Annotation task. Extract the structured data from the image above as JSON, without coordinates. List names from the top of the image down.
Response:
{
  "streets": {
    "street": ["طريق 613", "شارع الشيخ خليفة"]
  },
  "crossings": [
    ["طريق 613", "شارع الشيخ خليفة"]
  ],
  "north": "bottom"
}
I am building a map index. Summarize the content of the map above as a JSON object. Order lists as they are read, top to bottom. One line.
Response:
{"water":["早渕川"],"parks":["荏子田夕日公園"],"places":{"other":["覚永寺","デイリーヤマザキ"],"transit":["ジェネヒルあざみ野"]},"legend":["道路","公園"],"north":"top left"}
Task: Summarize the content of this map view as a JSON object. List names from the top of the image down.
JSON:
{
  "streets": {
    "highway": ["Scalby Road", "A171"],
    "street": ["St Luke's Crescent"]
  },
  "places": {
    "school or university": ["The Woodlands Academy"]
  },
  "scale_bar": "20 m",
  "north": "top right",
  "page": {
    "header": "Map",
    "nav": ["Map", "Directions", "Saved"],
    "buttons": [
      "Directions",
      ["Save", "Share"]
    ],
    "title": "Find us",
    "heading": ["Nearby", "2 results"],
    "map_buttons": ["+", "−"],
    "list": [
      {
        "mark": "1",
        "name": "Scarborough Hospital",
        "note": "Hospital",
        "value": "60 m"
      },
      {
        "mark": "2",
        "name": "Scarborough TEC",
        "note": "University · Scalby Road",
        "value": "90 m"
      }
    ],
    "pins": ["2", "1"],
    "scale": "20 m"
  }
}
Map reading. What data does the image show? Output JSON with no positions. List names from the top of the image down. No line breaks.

★ ★ ★ ★ ★

Try it
Every line of the listing that includes the word "data" must be copied.

Reply
Annotation task. Extract the structured data from the image above as JSON, without coordinates. List names from the top of the image down.
Map reading. What data does the image show? Output JSON with no positions. List names from the top of the image down. No line breaks.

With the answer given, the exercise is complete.